BEGIN INPUT MATERIAL

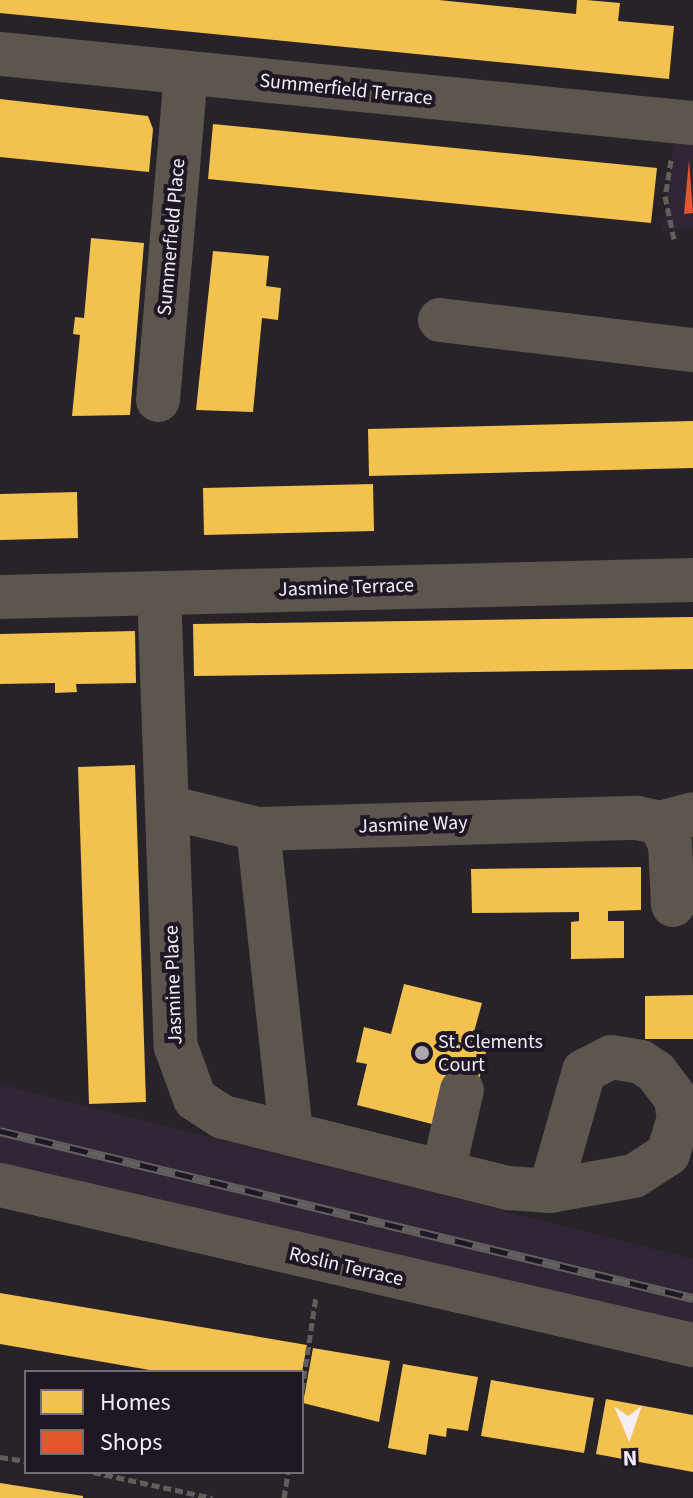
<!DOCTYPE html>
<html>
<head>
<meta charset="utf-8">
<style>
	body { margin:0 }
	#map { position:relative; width:693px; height:1498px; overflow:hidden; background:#282329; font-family:"Source Sans 3",sans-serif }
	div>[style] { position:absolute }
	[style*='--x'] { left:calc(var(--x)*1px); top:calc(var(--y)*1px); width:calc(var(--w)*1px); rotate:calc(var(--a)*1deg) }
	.built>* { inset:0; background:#312635 }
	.homes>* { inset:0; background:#f2c14e }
	.shops>* { inset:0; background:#e4572e }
	.path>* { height:5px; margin-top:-2.5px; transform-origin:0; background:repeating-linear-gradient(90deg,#635e5a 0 8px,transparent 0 12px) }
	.minor>* { height:44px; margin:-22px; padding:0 22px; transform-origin:22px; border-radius:22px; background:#5d564e }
	.rail>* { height:9px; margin-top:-4.5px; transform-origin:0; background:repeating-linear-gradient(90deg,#1f1723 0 18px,#656060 0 36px); box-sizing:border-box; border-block:2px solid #656060 }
	.dots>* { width:22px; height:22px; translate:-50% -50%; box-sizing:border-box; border:4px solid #1f1723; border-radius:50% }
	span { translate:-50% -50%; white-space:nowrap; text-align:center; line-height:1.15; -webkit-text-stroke:8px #1f1723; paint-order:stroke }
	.street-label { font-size:20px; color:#f4edf6 }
	.poi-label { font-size:20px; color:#f4edf6 }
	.left { translate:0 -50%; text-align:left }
	.legend { position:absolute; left:24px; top:1370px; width:280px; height:104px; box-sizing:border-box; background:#1f1723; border:2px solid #746d77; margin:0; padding:10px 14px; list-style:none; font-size:24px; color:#f4edf6 }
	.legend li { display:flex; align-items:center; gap:16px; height:40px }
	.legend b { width:40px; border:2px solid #746d77 }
	.north { position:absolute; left:589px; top:1394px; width:80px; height:80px; -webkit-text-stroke:6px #1f1723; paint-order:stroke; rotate:178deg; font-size:22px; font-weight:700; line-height:32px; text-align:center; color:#f4edf6 }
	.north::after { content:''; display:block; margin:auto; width:28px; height:36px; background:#f4edf6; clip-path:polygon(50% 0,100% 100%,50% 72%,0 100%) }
</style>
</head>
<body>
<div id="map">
	<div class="built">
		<i style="clip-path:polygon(677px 123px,693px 123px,693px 227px,662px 231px)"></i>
		<i style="clip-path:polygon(0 1084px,693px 1259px,693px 1328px,0 1163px)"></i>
	</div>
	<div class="homes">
		<i style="clip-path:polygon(0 0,439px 0,576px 14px,577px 0,586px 0,620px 3px,618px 21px,674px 26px,669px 79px,0 13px)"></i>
		<i style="clip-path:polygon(0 99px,148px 116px,153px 129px,149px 172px,0 157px)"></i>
		<i style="clip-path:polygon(213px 124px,657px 168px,651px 223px,208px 179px)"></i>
		<i style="clip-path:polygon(91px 238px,144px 243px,130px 415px,72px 416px,80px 335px,73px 334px,75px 317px,84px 318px)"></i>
		<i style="clip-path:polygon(213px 251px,269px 256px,266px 286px,281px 288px,278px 320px,262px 318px,253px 412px,196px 410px)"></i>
		<i style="clip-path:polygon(693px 421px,693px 468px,369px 476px,368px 429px)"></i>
		<i style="clip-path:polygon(373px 484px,374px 531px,204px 535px,203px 488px)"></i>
		<i style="clip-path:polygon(77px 492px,78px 538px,0 540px,0 494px)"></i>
		<i style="clip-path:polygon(693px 617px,693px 669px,194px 676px,193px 624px)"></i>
		<i style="clip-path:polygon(135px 631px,136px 683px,76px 684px,77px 692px,55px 693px,55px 683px,0 684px,0 634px)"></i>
		<i style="clip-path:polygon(135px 765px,146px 1102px,89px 1104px,78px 767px)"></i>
		<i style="clip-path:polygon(641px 867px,641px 910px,608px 911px,608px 921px,624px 921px,624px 958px,571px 959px,571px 922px,579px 921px,579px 912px,472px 913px,471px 869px)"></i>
		<i style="clip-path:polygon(404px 984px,482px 1003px,472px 1039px,488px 1044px,478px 1084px,436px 1125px,357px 1105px,367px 1064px,356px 1062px,364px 1027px,391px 1034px)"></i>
		<i style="clip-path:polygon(693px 995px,693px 1039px,645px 1039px,645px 996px)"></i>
		<i style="clip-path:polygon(0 1293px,307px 1345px,302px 1372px,161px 1372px,0 1344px)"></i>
		<i style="clip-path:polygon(313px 1348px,390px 1361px,379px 1422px,303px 1403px)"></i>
		<i style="clip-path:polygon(403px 1364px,478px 1377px,468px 1431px,447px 1428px,446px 1437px,429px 1434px,426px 1455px,388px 1448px)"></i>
		<i style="clip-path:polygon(491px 1380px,594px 1398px,584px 1453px,481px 1436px)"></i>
		<i style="clip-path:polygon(606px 1399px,693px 1415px,693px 1472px,596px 1454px)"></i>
		<i style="clip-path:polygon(0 1483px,83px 1496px,83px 1498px,0 1498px)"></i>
	</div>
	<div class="shops">
		<i style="clip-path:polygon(689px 160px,693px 213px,684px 214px)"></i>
	</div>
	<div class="path">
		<i style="--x:671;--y:160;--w:36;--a:99"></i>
		<i style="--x:665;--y:196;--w:44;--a:78.2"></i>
		<i style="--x:302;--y:1390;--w:95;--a:-81.5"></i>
		<i style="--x:0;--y:1457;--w:26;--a:9"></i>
		<i style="--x:93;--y:1472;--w:122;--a:12.3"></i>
		<i style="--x:284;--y:1498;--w:26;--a:-81"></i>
	</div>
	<div class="minor">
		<i style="--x:0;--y:54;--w:696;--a:5.69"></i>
		<i style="--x:440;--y:320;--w:255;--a:6.8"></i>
		<i style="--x:158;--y:400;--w:328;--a:-85.1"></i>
		<i style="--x:159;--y:593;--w:454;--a:87.9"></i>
		<i style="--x:176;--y:1047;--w:55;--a:69.9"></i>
		<i style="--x:195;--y:1099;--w:33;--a:33"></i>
		<i style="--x:223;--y:1117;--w:294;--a:14"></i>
		<i style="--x:508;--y:1188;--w:42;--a:4.1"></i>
		<i style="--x:550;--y:1191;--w:125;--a:-74.2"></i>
		<i style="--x:584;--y:1071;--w:30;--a:-27"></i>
		<i style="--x:611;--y:1057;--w:30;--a:9"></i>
		<i style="--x:641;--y:1062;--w:18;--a:34"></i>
		<i style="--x:656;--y:1072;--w:34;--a:53"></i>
		<i style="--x:676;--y:1099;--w:19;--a:81"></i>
		<i style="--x:679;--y:1118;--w:38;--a:107"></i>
		<i style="--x:668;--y:1154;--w:40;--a:147.1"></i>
		<i style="--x:634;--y:1176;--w:85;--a:169.9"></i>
		<i style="--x:0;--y:597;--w:693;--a:-1.41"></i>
		<i style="--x:167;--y:807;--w:94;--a:13.6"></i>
		<i style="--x:258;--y:829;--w:379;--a:-1.7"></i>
		<i style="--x:637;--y:818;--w:24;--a:12"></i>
		<i style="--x:660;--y:823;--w:34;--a:-15"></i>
		<i style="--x:660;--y:823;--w:23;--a:65"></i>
		<i style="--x:670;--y:844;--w:61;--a:87.2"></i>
		<i style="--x:258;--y:829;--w:307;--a:83.8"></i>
		<i style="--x:443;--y:1172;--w:84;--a:-77"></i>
		<i style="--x:0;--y:1185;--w:711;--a:13"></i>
	</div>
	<div class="rail">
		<i style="--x:0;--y:1131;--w:713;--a:13.55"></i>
	</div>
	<div class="dots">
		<i style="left:422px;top:1053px;background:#ada6ae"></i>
	</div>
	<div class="street-label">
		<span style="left:346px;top:90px;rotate:6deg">Summerfield Terrace</span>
		<span style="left:172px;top:237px;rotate:-85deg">Summerfield Place</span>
		<span style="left:346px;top:588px;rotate:-2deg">Jasmine Terrace</span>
		<span style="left:413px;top:825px;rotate:-2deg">Jasmine Way</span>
		<span style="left:174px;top:985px;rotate:-92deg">Jasmine Place</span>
		<span style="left:346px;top:1267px;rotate:13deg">Roslin Terrace</span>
	</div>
	<div class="poi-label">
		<span class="left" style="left:438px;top:1054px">St. Clements<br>Court</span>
	</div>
	<ul class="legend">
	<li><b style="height:22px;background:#f2c14e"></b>Homes</li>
	<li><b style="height:22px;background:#e4572e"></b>Shops</li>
	</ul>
	<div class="north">N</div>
</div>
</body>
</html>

END INPUT MATERIAL

**TASK OBJECTIVE**
From the records above, copy only the lines starting with the line that holds "translate:-50% -50%; white-space:nowrap;" and going on through the line that holds "display:flex; align-items:center; gap:16px;", exactly as written.

**ANSWER BOX**
	span { translate:-50% -50%; white-space:nowrap; text-align:center; line-height:1.15; -webkit-text-stroke:8px #1f1723; paint-order:stroke }
	.street-label { font-size:20px; color:#f4edf6 }
	.poi-label { font-size:20px; color:#f4edf6 }
	.left { translate:0 -50%; text-align:left }
	.legend { position:absolute; left:24px; top:1370px; width:280px; height:104px; box-sizing:border-box; background:#1f1723; border:2px solid #746d77; margin:0; padding:10px 14px; list-style:none; font-size:24px; color:#f4edf6 }
	.legend li { display:flex; align-items:center; gap:16px; height:40px }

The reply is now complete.